Il convient de souligner d’entrée de jeu que le juge Jamal a conclu que les actions en justice en vertu du traité intentées par les demandeurs n’étaient pas limitées dans le temps par la Loi sur la prescription des actions de l’Ontario[13]. Il semble, en grande partie, qu’une violation d’un traité ne s’inscrivait dans aucune des causes d’action énoncées dans la loi de l’Ontario[14].
Interprétation de la promesse d’augmentation
Le juge Jamal a poursuivi (après de longues discussions) en se fondant sur le fait que la norme de contrôle pour l’interprétation des traités historiques est la décision correcte. Les conclusions de fait, y compris les conclusions de fait historique qui peuvent éclairer l’interprétation, méritent la déférence[15]. La Cour a suivi l’approche en deux étapes de l’interprétation des traités adoptée par la juge McLachlin dans l’arrêt R c Marshall[16], un cadre qui, comme le fait remarquer le juge Jamal, « reflète l’état actuel du droit » et qui a été cité avec approbation dans de nombreuses décisions[17]. La première étape met l’accent sur le libellé du traité et détermine l’éventail des interprétations possibles. À la deuxième étape, « il [le tribunal] examine ces interprétations sur la toile de fond historique et culturelle du traité »[18]. Les neuf principes bien connus de la juge McLachlin[19] éclairent les deux étapes du processus.

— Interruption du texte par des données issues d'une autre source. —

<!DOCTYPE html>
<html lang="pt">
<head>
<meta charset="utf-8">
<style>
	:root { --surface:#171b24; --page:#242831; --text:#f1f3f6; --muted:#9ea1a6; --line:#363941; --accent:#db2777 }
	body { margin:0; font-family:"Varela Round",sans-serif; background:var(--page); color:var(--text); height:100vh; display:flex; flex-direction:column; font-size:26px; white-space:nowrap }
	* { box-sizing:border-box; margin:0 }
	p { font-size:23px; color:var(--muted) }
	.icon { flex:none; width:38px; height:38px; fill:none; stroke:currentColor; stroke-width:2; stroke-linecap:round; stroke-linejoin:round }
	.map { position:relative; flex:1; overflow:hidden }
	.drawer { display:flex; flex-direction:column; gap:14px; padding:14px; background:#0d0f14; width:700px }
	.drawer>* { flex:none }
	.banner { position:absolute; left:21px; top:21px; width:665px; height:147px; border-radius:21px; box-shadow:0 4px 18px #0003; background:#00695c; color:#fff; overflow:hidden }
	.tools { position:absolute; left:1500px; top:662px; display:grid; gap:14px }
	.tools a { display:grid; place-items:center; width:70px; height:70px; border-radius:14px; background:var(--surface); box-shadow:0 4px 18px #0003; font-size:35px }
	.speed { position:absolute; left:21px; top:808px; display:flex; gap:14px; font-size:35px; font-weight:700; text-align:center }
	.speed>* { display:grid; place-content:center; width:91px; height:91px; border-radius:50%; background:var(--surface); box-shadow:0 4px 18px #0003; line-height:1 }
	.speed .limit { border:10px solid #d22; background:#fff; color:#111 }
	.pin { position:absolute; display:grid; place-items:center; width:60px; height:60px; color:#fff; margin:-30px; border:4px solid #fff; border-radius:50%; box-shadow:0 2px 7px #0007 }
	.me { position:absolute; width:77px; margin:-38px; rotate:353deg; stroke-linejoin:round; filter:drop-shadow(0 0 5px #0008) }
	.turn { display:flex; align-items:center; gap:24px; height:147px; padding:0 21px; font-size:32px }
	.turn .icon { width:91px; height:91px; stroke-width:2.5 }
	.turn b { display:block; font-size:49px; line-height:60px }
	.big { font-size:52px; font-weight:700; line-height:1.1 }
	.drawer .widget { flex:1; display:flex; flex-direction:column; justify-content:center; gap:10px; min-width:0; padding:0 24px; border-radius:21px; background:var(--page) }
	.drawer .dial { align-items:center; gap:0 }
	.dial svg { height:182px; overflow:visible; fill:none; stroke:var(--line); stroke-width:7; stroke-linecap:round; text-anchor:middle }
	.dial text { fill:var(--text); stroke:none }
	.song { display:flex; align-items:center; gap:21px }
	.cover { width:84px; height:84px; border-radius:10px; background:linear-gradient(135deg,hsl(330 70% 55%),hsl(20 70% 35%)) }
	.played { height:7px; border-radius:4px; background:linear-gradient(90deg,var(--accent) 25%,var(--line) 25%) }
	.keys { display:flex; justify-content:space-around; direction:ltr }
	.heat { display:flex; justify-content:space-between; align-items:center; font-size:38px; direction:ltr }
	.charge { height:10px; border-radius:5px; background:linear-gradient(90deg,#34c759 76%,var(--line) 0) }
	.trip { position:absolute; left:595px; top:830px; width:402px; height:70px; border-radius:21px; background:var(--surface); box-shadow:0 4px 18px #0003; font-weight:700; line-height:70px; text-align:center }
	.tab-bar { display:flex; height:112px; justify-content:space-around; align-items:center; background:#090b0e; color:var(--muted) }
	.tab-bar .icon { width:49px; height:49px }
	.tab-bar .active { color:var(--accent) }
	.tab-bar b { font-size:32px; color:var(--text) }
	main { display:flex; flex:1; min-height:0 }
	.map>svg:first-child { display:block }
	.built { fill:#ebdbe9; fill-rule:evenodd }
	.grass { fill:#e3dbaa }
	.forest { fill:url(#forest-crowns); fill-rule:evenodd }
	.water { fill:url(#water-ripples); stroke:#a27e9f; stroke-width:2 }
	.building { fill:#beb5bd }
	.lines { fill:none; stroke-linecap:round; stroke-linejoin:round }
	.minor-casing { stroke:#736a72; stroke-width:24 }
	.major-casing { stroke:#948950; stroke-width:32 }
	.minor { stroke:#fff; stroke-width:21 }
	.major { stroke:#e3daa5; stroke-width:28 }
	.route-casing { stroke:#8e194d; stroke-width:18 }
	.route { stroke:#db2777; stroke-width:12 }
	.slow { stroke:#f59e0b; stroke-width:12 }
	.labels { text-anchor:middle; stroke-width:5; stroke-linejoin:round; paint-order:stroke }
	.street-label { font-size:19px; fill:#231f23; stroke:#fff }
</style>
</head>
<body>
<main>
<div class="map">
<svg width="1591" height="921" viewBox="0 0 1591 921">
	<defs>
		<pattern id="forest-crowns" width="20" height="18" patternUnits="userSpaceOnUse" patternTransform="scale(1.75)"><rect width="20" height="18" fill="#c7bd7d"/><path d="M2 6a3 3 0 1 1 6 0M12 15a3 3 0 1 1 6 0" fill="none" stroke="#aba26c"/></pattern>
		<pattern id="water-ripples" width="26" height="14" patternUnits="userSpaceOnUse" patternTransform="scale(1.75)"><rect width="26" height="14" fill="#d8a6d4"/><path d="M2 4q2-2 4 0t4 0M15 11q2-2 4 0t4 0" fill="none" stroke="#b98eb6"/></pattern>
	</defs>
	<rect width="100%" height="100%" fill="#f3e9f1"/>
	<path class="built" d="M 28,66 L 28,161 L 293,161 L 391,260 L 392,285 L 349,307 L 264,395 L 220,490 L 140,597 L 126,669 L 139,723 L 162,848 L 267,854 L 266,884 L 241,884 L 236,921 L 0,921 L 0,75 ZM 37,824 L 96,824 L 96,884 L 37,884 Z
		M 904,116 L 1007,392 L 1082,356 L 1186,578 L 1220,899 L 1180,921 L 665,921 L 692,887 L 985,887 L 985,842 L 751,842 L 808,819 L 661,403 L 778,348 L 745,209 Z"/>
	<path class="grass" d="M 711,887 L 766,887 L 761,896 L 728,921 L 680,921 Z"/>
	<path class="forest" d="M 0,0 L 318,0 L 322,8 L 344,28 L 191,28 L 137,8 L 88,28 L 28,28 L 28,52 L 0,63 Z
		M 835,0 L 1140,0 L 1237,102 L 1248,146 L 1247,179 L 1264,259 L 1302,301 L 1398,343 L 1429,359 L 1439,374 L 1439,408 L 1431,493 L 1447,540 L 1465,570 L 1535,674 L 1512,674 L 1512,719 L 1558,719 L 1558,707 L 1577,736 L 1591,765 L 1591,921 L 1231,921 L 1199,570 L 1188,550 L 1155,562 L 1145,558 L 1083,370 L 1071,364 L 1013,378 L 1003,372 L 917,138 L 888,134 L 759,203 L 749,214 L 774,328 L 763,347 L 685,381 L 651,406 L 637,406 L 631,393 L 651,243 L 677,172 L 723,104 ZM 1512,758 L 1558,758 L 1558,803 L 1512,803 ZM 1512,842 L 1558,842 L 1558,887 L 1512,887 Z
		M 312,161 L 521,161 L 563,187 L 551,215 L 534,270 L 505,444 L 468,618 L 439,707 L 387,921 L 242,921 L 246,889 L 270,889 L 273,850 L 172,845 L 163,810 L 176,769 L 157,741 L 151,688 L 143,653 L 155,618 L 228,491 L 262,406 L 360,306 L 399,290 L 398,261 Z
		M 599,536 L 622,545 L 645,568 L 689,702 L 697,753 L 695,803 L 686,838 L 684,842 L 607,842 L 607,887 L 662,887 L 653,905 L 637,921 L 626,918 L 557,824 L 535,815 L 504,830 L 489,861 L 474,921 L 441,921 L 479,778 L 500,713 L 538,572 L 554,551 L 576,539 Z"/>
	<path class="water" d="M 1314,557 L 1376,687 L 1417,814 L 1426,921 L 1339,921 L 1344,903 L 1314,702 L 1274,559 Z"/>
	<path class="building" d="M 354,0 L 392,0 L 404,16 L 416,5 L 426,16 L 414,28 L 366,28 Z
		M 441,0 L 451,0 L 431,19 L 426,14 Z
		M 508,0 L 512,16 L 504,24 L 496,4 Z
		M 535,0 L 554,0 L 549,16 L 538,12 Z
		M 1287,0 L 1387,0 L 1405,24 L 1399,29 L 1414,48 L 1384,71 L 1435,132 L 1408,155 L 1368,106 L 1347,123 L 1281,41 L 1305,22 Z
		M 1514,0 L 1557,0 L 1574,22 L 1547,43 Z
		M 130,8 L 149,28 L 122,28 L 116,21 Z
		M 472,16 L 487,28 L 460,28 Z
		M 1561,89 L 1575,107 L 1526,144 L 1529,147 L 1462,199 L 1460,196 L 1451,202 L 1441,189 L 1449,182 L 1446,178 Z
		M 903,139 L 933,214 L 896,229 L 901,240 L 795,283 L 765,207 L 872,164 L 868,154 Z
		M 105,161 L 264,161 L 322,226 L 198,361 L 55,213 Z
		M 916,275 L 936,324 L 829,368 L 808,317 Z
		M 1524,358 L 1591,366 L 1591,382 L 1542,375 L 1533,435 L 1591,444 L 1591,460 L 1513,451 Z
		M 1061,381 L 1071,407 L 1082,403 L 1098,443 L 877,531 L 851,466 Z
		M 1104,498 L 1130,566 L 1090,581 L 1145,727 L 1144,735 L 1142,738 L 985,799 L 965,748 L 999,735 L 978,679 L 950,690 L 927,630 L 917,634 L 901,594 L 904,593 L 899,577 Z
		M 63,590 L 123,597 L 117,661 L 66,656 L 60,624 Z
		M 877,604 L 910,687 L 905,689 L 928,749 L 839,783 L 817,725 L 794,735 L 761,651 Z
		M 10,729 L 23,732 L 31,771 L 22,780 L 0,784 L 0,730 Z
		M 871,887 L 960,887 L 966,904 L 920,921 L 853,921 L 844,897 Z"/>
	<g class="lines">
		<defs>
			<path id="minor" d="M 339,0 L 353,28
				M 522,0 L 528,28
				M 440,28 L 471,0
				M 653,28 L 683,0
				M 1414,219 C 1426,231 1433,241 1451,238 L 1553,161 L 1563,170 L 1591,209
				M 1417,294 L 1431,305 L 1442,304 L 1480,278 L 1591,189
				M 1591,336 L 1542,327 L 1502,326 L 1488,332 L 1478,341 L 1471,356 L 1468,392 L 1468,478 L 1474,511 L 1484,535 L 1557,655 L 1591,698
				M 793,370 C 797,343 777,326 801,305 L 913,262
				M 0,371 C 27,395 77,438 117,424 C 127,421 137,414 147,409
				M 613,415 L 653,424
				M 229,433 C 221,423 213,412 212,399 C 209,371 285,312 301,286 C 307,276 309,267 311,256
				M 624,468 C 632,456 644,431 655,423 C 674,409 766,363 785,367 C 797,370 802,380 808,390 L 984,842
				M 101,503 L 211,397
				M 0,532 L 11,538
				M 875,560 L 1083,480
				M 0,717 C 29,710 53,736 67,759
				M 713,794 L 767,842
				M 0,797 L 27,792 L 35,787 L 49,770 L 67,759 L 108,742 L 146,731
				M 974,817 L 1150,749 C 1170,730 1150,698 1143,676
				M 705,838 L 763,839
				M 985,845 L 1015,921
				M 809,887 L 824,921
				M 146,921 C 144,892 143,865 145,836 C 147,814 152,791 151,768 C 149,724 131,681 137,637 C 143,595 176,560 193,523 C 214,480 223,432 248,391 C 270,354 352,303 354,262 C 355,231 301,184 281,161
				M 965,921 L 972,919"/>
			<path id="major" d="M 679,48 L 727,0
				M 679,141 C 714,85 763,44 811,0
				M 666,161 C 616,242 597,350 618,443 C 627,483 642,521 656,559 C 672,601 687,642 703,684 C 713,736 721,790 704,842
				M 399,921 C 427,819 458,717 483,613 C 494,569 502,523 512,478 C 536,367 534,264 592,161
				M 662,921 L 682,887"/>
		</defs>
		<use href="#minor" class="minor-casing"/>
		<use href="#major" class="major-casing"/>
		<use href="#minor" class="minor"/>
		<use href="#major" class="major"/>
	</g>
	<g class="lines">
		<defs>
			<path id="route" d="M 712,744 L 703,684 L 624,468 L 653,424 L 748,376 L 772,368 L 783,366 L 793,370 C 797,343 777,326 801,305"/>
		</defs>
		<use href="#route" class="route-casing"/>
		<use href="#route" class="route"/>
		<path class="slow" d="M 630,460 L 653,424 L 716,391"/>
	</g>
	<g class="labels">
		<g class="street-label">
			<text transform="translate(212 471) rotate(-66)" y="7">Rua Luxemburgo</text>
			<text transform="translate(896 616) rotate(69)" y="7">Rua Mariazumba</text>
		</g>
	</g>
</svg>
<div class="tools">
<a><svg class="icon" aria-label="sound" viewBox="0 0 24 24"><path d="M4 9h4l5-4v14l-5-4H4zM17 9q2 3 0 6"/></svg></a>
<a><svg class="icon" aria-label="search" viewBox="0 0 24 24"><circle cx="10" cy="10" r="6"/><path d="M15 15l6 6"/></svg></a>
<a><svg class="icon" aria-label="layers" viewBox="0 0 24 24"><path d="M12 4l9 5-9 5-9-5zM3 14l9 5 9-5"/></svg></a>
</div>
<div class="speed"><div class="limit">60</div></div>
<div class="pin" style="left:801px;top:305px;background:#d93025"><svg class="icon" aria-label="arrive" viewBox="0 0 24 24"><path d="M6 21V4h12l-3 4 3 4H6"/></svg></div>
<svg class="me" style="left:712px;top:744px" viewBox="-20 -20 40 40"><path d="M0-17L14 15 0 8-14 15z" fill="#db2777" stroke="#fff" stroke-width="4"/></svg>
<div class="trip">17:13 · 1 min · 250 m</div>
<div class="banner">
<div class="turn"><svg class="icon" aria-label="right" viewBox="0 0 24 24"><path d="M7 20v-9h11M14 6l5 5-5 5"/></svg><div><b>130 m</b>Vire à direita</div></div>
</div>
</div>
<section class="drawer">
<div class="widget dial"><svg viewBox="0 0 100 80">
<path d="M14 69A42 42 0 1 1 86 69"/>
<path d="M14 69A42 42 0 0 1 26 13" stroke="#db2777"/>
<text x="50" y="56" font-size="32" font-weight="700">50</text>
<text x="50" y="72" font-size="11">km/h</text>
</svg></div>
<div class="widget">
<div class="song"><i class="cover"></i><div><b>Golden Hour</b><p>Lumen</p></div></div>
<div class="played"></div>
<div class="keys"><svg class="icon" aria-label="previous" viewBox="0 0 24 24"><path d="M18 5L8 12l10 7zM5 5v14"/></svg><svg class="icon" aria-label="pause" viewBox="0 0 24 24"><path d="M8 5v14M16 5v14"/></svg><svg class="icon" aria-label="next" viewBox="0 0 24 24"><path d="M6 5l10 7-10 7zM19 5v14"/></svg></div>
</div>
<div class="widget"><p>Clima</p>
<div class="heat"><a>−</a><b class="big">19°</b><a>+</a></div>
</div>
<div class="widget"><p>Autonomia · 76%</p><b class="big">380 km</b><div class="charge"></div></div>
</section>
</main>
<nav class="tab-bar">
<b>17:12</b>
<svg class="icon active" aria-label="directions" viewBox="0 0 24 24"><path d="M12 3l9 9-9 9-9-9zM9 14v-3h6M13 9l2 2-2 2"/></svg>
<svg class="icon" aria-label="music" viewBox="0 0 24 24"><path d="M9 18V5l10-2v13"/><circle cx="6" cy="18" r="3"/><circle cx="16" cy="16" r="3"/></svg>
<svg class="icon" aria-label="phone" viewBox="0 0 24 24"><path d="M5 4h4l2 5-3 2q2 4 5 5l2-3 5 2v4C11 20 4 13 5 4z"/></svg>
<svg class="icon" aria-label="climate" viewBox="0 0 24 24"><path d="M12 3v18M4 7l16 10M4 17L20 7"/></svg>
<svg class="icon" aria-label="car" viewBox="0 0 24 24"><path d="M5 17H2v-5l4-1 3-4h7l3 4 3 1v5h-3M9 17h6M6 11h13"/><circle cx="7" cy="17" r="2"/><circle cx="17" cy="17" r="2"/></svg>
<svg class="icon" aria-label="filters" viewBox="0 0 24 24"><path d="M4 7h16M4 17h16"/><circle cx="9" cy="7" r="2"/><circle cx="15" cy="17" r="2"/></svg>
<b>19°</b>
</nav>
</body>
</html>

À la première étape, le juge Jamal a relevé quatre interprétations possibles de la clause d’augmentation : (1) toute obligation légale d’augmentation était plafonnée à 4 $ par personne, toute augmentation au-delà de ce montant était à la discrétion inconditionnelle de la Couronne; (2) la Couronne était tenue d’augmenter les allocations par personne lorsque les circonstances économiques le permettaient; (3) la Couronne a été obligée d’augmenter les paiements à la partie individuelle jusqu’à concurrence de 4 $ par personne (après quoi s’exerce une certaine discrétion), plus l’obligation d’augmenter les paiements à la partie collective lorsque les circonstances économiques le permettaient, et (4) un seul paiement obligatoire à la partie collective jusqu’à concurrence d’un « plafond souple » calculé par référence à 4 $ par personne et, en outre, si la condition économique est satisfaite (c’est à dire « sans encourir de pertes »), un pouvoir continu (« ou telle autre somme que sa majesté voudra bien ordonner ») d’effectuer des paiements supplémentaires à la partie collective[20]. Le juge du procès et les juges majoritaires de la Cour d’appel ont tous deux favorisé la troisième option[21], tandis que la minorité de la Cour d’appel a favorisé la quatrième option[22].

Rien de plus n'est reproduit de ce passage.